I noticed that the OP has encouraged posters with a similar experience to contact her via PM. Just wanted to remind everyone of the standard warning that it might not be wise for vulnerable people to approach someone unknown in this way.
@2026anon , the news stories on this upsetting topic usually give out links to support info and it might be better to for you to approach a relevant victims' organisation, rather than making yourself vulnerable to randoms on the internet or encouraging others to do the same.

Thanks, I wish I could delete that post I made as it was totally unwise. Will be contacting Mumsnet to try to delete it.

OP posts:
Kimura · 13/02/2026 18:15

missmollygreen · 13/02/2026 16:34

They want to take it to a journalist so they can get paid.

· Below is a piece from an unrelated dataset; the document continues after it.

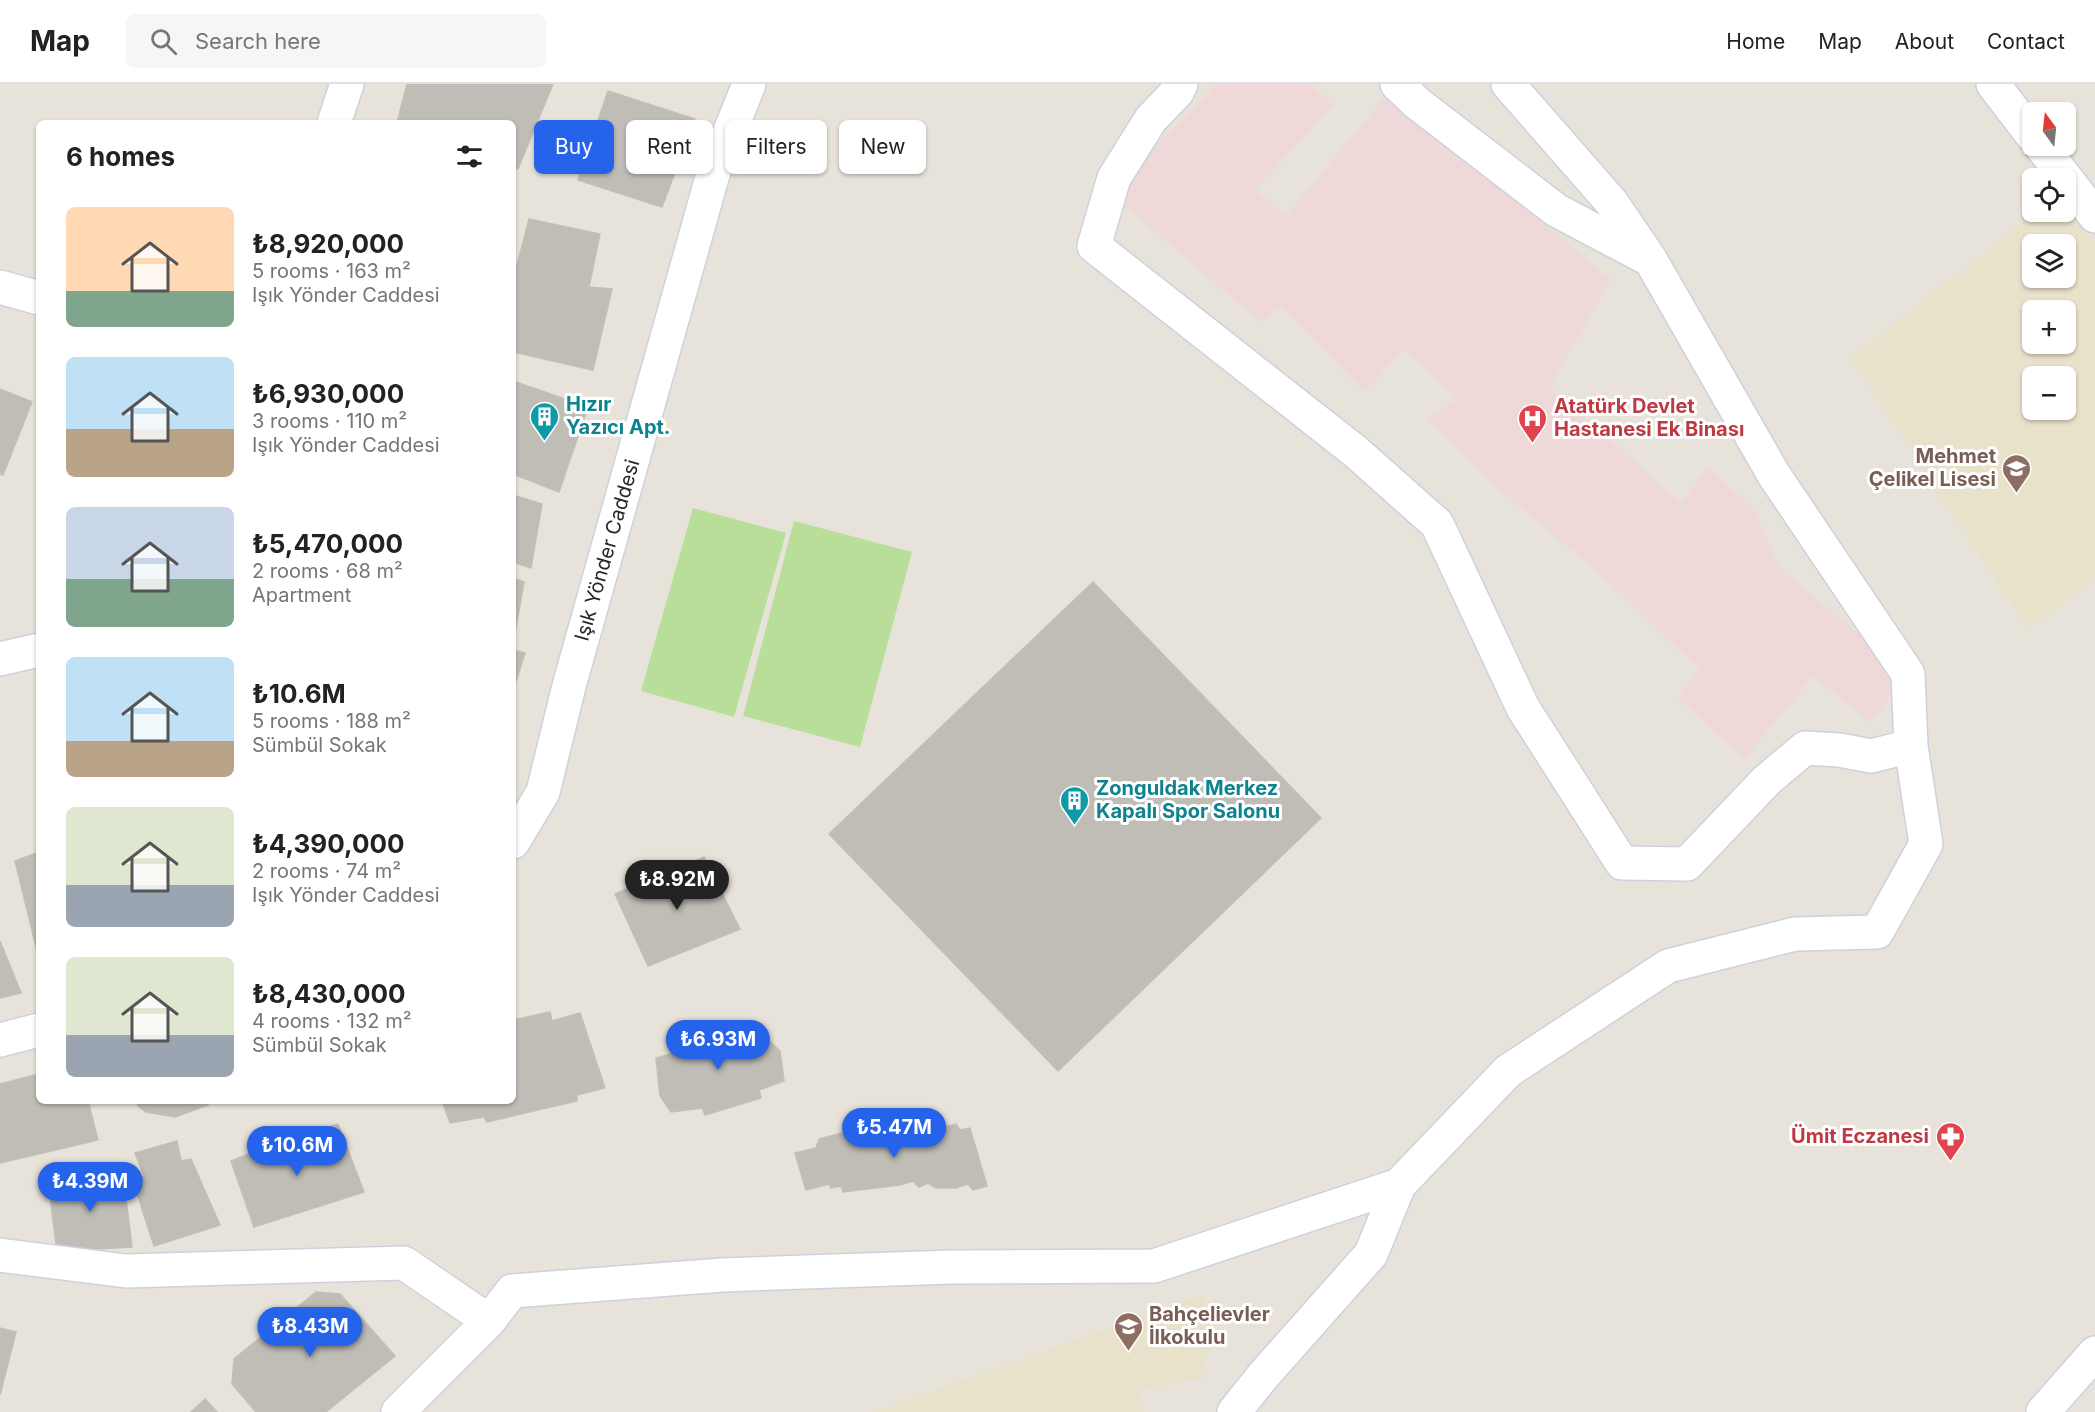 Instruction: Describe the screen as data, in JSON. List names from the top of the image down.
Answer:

And people wonder why women don't speak up.

Besides, if they wanted to 'get paid' they'd be asking about civil action. Why would anyone looking for money throw away the potential for a massive civil award or settlement by selling their story to a rag for a few grand?

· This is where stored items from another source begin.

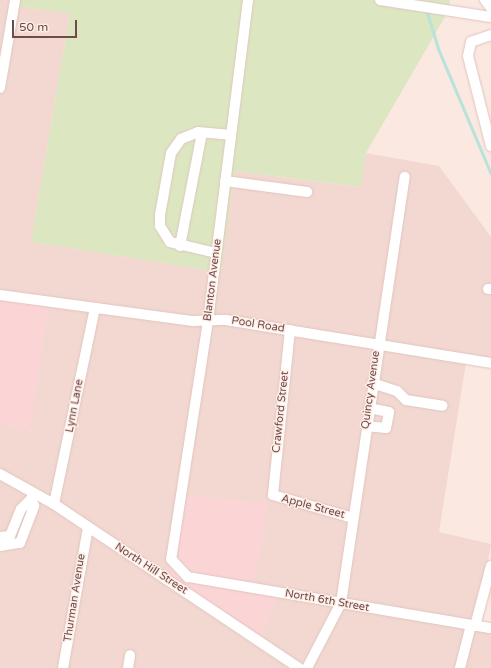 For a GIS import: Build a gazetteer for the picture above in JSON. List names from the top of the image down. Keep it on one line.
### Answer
{"streets":{"street":["Blanton Avenue","Pool Road","Quincy Avenue","Lynn Lane","Crawford Street","Apple Street","North Hill Street","Thurman Avenue","North 6th Street"]},"crossings":[["Blanton Avenue","Pool Road"],["Blanton Avenue","North 6th Street"],["Pool Road","Quincy Avenue"],["Pool Road","Lynn Lane"],["Pool Road","Crawford Street"],["Quincy Avenue","Apple Street"],["Quincy Avenue","North 6th Street"],["Lynn Lane","North Hill Street"],["Crawford Street","Apple Street"],["North Hill Street","Thurman Avenue"]],"scale_bar":"50 m"} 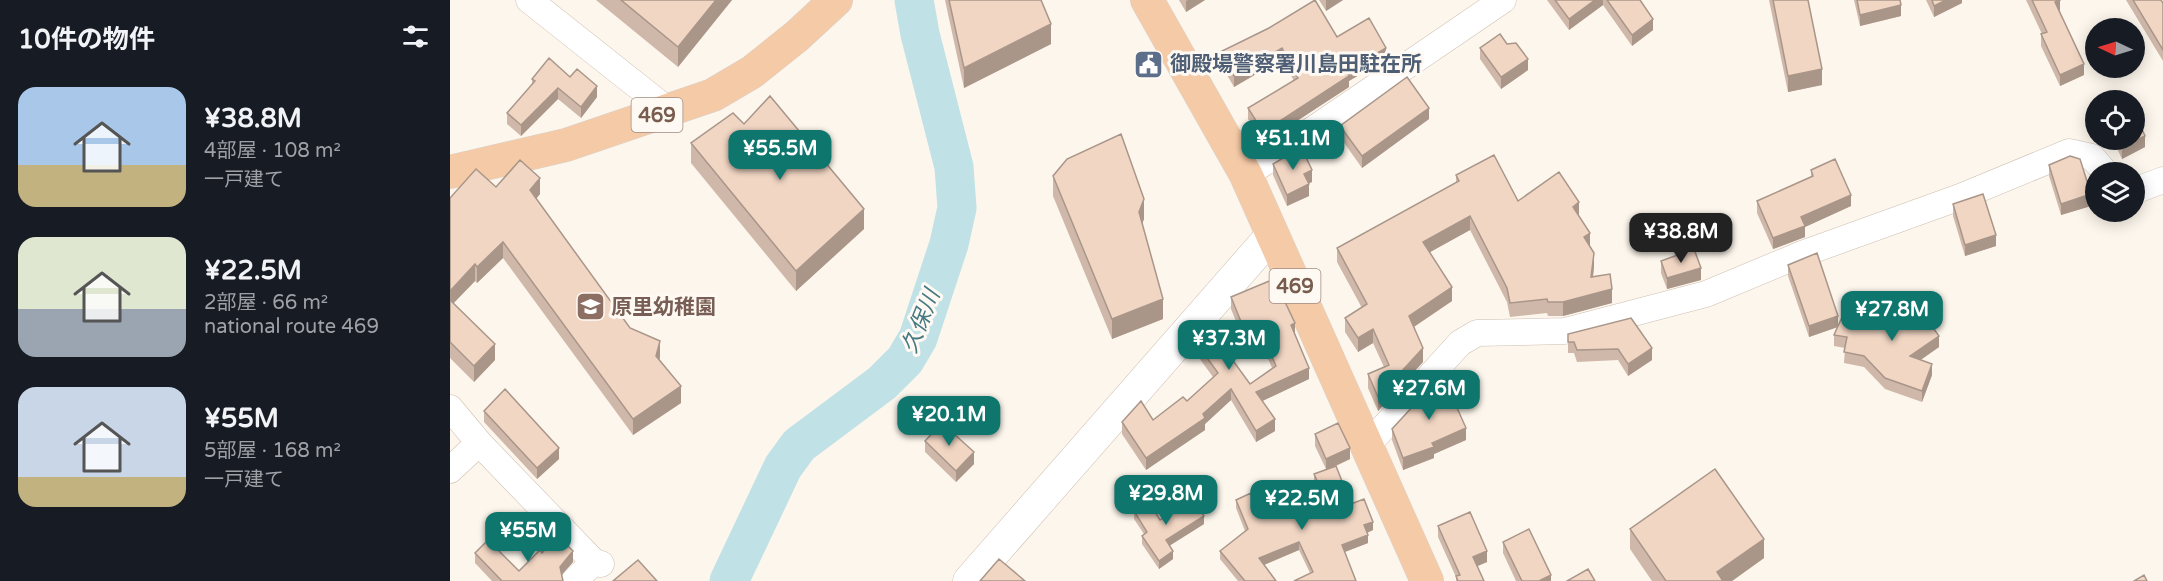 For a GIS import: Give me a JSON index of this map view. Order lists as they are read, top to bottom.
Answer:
{
  "streets": {
    "highway": ["469"]
  },
  "water": ["久保川"],
  "places": {
    "public building": ["御殿場警察署川島田駐在所"],
    "school or university": ["原里幼稚園"]
  },
  "north": "left",
  "page": {
    "heading": "10件の物件",
    "list": [
      {
        "name": "¥38.8M",
        "note": "4部屋 · 108 m² · 一戸建て"
      },
      {
        "name": "¥22.5M",
        "note": "2部屋 · 66 m² · national route 469"
      },
      {
        "name": "¥55M",
        "note": "5部屋 · 168 m² · 一戸建て"
      }
    ],
    "price": [
      "¥51.1M",
      "¥55.5M",
      "¥38.8M",
      "¥27.8M",
      "¥37.3M",
      "¥27.6M",
      "¥20.1M",
      "¥29.8M",
      "¥22.5M",
      "¥55M"
    ]
  }
}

MissMoneyFairy · 13/02/2026 18:21

Maybe SOAR can offer you some support and advice, it was set up by VG to support victims. To delete your post you just report it to mnhq and ask for them to delete it.

TheMorgenmuffel · 13/02/2026 18:23

None if you can prove it (and obtained the proof legally I assume)

Kimura · 13/02/2026 19:29

TheMorgenmuffel · 13/02/2026 18:23

None if you can prove it (and obtained the proof legally I assume)

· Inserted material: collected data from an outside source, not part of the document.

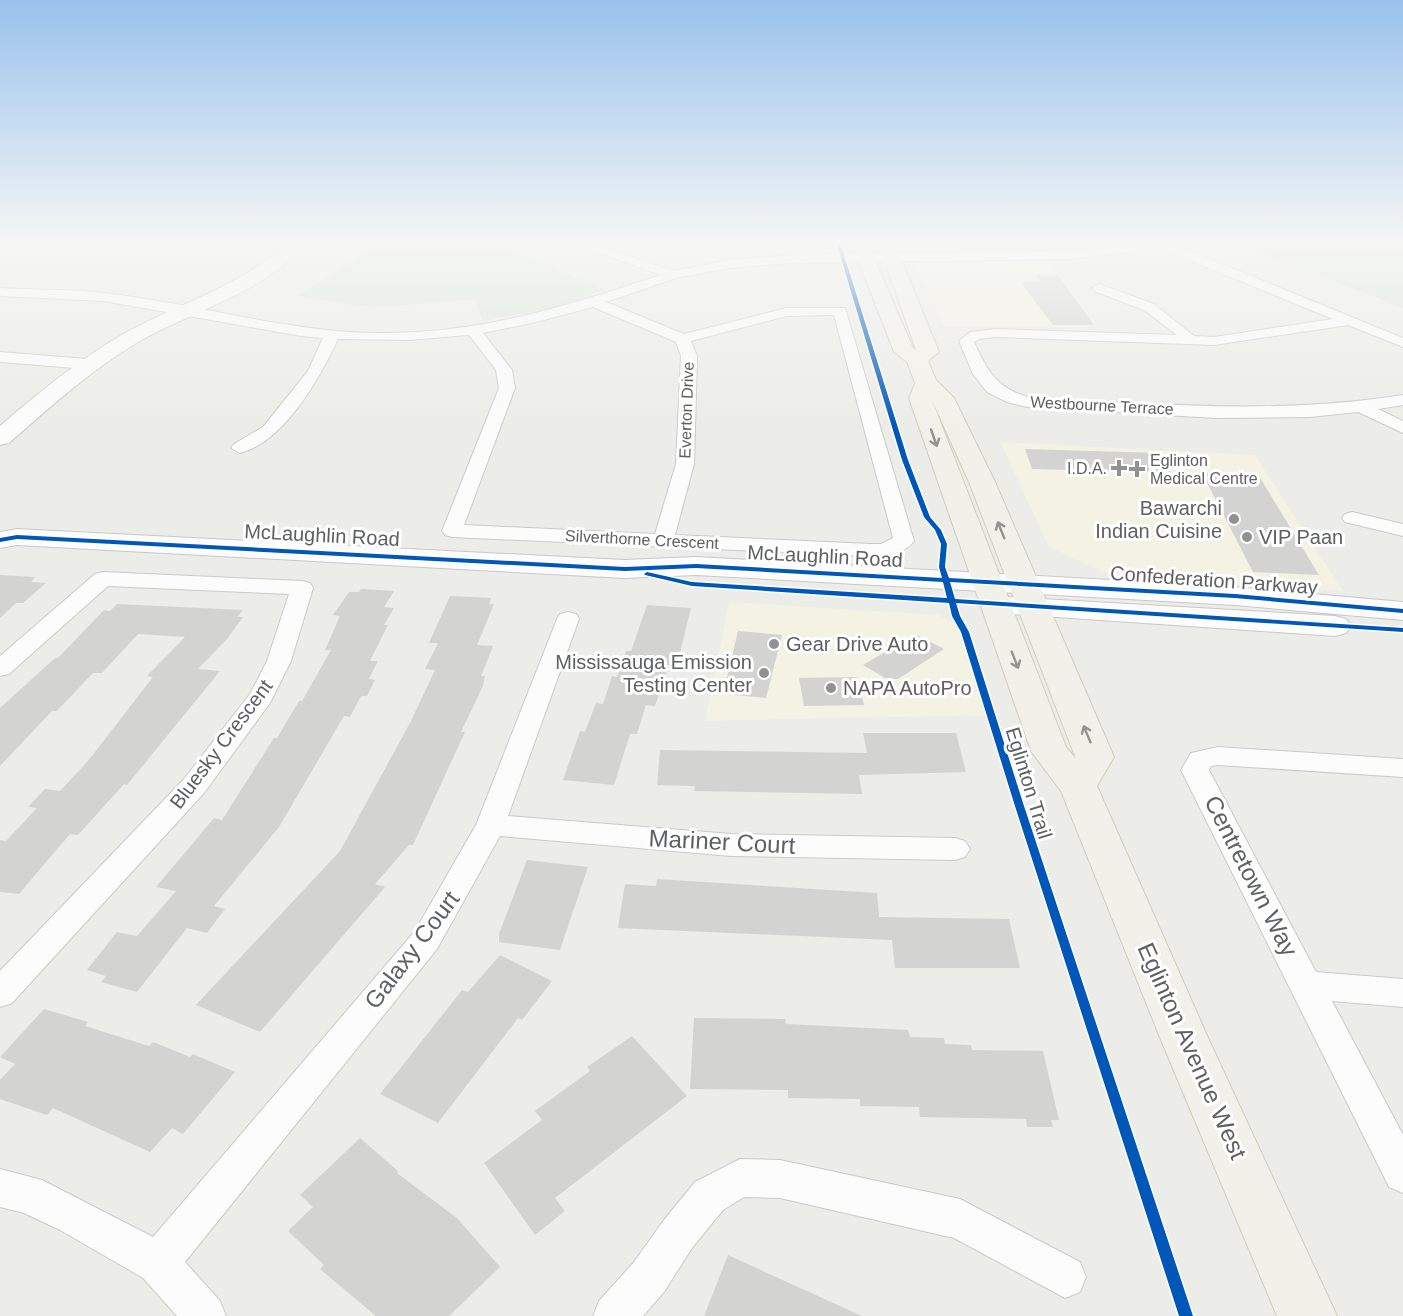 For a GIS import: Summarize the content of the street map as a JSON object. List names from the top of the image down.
{
  "streets": {
    "main road": ["Eglinton Avenue West"],
    "street": [
      "Westbourne Terrace",
      "Everton Drive",
      "McLaughlin Road",
      "Silverthorne Crescent",
      "Confederation Parkway",
      "Bluesky Crescent",
      "Mariner Court",
      "Centretown Way",
      "Galaxy Court"
    ],
    "cycle path": ["Eglinton Trail"]
  },
  "crossings": [
    ["Everton Drive", "Silverthorne Crescent"],
    ["McLaughlin Road", "Confederation Parkway"],
    ["McLaughlin Road", "Eglinton Avenue West"],
    ["Mariner Court", "Galaxy Court"]
  ],
  "places": {
    "health": ["I.D.A.", "Eglinton Medical Centre"],
    "other": [
      "Bawarchi Indian Cuisine",
      "VIP Paan",
      "Gear Drive Auto",
      "Mississauga Emission Testing Center",
      "NAPA AutoPro"
    ]
  }
}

The legal repercussions - which is what OP ask for - would be the prospect of defending a financially crippling libel case.

Ultimately it's for a court to decide what's proven, and for many people the risk of going that far (both financial and to their health/wellbeing) is simply too great.

PrizedPickledPopcorn · 13/02/2026 19:49

I’m sorry for what you have been through, and hope you find peace.

I wish these men were exceptionally corrupt but I suspect they are fairly ordinary- they just happen to have money and connections.

Good luck, @2026anon Whatever you decide must put you first. You do not owe other people anything.

ME215 · 15/02/2026 12:57

I can't offer any legal advice @2026anon but I really think you should speak to a support organisation first.

Even if you decide not to speak out suppressing your emotions is not good. You need to be able to talk this through with a professional. You need to look after your mental health first before making any big decisions.

Sending you love

Leither1 · 15/02/2026 14:38

An organisation such as SupportLine might be helpful to you. The number is here: https://www.supportline.org.uk/ @2026anon

U53rName · 18/02/2026 13:54

https://podcasts.apple.com/gb/podcast/the-news-agents/id1640878689?i=1000750202539

An interesting podcast on this topic…

Twingoo · 19/02/2026 07:42

I would prioritise seeking emotional support from a professional within a C/SA charity first. Your own MH is fragile and paramount. Going to the police is a choice you can make at any time or never - that choice can wait. Take care of yourself. It sounds like you have been through hell and buried it.

2026anon · 19/02/2026 16:31

He’s just been arrested today it looks like

Havent had headspace to act on advice people had kindly given in the last week, apologies. Life has been full on stressful of late, with this swirling around my head on top. But going to be making contact with relevant people when get childcare this weekend and time to address this with clear head. This is push I needed. And hopefully others out there will come out. Really hope so

OP posts:
PrizedPickledPopcorn · 19/02/2026 16:41

Take care, OP. You are the only person that can prioritise your wellbeing. You owe nothing.

runawaycheese · 20/02/2026 12:06

Just wanted to say OP I have cPTSD. Its really tough as all this stuff is so triggering. I just make sure to take care of myself. Switch off from time to time as you say you are doing. Mentally, having worked through this a lot, I am extremely strong and resilient as it sounds like you are. But I can spiral if not careful and then the world turns upside down. I count myself lucky to have had access to a good trauma therapist. Have to say it's not for everyone but meditation is my superpower in between external support.

I am rooting for you as with all the other girls/women who have been caught up in this. Whatever you decide to do prioritise yourself as others say.